• **What you have to do**
From the data below, restate every line word for word.

• **Extracted records**
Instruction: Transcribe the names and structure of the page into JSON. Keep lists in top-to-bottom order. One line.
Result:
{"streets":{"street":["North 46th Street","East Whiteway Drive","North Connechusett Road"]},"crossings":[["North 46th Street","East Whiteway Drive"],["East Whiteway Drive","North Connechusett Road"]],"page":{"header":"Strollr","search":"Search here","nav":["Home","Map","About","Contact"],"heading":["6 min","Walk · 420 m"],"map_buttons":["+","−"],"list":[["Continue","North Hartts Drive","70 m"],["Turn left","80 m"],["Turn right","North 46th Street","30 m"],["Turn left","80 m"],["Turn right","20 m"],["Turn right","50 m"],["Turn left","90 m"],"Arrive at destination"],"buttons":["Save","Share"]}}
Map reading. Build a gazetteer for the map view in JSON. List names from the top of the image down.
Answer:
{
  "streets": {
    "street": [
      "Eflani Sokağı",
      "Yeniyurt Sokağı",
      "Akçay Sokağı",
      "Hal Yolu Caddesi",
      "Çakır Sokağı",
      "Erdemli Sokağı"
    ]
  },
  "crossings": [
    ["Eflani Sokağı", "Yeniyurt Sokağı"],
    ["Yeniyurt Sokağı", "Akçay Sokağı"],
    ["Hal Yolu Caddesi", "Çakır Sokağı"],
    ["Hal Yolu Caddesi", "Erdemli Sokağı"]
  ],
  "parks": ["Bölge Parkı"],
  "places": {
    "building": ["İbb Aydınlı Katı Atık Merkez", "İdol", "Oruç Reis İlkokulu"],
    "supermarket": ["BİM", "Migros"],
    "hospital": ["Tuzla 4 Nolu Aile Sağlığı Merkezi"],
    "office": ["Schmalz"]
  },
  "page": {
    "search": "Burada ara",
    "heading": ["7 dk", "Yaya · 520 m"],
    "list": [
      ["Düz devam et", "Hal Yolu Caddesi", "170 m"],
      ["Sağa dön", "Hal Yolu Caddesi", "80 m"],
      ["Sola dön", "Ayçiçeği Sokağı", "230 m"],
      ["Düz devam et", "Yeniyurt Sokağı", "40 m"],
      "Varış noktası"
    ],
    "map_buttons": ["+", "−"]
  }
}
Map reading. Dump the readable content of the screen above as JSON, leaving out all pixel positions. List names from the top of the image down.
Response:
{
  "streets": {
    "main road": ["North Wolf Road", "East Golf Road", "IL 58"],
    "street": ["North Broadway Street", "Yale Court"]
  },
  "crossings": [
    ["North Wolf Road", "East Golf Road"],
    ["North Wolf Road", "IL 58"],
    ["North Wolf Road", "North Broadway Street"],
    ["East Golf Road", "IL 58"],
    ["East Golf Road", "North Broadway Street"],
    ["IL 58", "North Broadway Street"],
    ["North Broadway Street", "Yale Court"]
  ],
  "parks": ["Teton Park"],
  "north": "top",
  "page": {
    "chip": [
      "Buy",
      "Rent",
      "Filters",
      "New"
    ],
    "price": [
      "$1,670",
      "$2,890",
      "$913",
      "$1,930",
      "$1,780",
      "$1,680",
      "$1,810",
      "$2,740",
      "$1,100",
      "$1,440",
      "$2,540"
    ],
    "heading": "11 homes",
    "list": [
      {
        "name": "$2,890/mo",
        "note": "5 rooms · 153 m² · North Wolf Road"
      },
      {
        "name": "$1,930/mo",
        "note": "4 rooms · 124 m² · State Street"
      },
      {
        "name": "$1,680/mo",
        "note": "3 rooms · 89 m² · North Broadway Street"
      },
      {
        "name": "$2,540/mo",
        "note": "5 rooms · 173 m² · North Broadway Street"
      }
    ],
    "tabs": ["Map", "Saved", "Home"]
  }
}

• **Task response**
Instruction: Transcribe the names and structure of the page into JSON. Keep lists in top-to-bottom order. One line.
Result:
{"streets":{"street":["North 46th Street","East Whiteway Drive","North Connechusett Road"]},"crossings":[["North 46th Street","East Whiteway Drive"],["East Whiteway Drive","North Connechusett Road"]],"page":{"header":"Strollr","search":"Search here","nav":["Home","Map","About","Contact"],"heading":["6 min","Walk · 420 m"],"map_buttons":["+","−"],"list":[["Continue","North Hartts Drive","70 m"],["Turn left","80 m"],["Turn right","North 46th Street","30 m"],["Turn left","80 m"],["Turn right","20 m"],["Turn right","50 m"],["Turn left","90 m"],"Arrive at destination"],"buttons":["Save","Share"]}}
Map reading. Build a gazetteer for the map view in JSON. List names from the top of the image down.
Answer:
{
  "streets": {
    "street": [
      "Eflani Sokağı",
      "Yeniyurt Sokağı",
      "Akçay Sokağı",
      "Hal Yolu Caddesi",
      "Çakır Sokağı",
      "Erdemli Sokağı"
    ]
  },
  "crossings": [
    ["Eflani Sokağı", "Yeniyurt Sokağı"],
    ["Yeniyurt Sokağı", "Akçay Sokağı"],
    ["Hal Yolu Caddesi", "Çakır Sokağı"],
    ["Hal Yolu Caddesi", "Erdemli Sokağı"]
  ],
  "parks": ["Bölge Parkı"],
  "places": {
    "building": ["İbb Aydınlı Katı Atık Merkez", "İdol", "Oruç Reis İlkokulu"],
    "supermarket": ["BİM", "Migros"],
    "hospital": ["Tuzla 4 Nolu Aile Sağlığı Merkezi"],
    "office": ["Schmalz"]
  },
  "page": {
    "search": "Burada ara",
    "heading": ["7 dk", "Yaya · 520 m"],
    "list": [
      ["Düz devam et", "Hal Yolu Caddesi", "170 m"],
      ["Sağa dön", "Hal Yolu Caddesi", "80 m"],
      ["Sola dön", "Ayçiçeği Sokağı", "230 m"],
      ["Düz devam et", "Yeniyurt Sokağı", "40 m"],
      "Varış noktası"
    ],
    "map_buttons": ["+", "−"]
  }
}
Map reading. Dump the readable content of the screen above as JSON, leaving out all pixel positions. List names from the top of the image down.
Response:
{
  "streets": {
    "main road": ["North Wolf Road", "East Golf Road", "IL 58"],
    "street": ["North Broadway Street", "Yale Court"]
  },
  "crossings": [
    ["North Wolf Road", "East Golf Road"],
    ["North Wolf Road", "IL 58"],
    ["North Wolf Road", "North Broadway Street"],
    ["East Golf Road", "IL 58"],
    ["East Golf Road", "North Broadway Street"],
    ["IL 58", "North Broadway Street"],
    ["North Broadway Street", "Yale Court"]
  ],
  "parks": ["Teton Park"],
  "north": "top",
  "page": {
    "chip": [
      "Buy",
      "Rent",
      "Filters",
      "New"
    ],
    "price": [
      "$1,670",
      "$2,890",
      "$913",
      "$1,930",
      "$1,780",
      "$1,680",
      "$1,810",
      "$2,740",
      "$1,100",
      "$1,440",
      "$2,540"
    ],
    "heading": "11 homes",
    "list": [
      {
        "name": "$2,890/mo",
        "note": "5 rooms · 153 m² · North Wolf Road"
      },
      {
        "name": "$1,930/mo",
        "note": "4 rooms · 124 m² · State Street"
      },
      {
        "name": "$1,680/mo",
        "note": "3 rooms · 89 m² · North Broadway Street"
      },
      {
        "name": "$2,540/mo",
        "note": "5 rooms · 173 m² · North Broadway Street"
      }
    ],
    "tabs": ["Map", "Saved", "Home"]
  }
}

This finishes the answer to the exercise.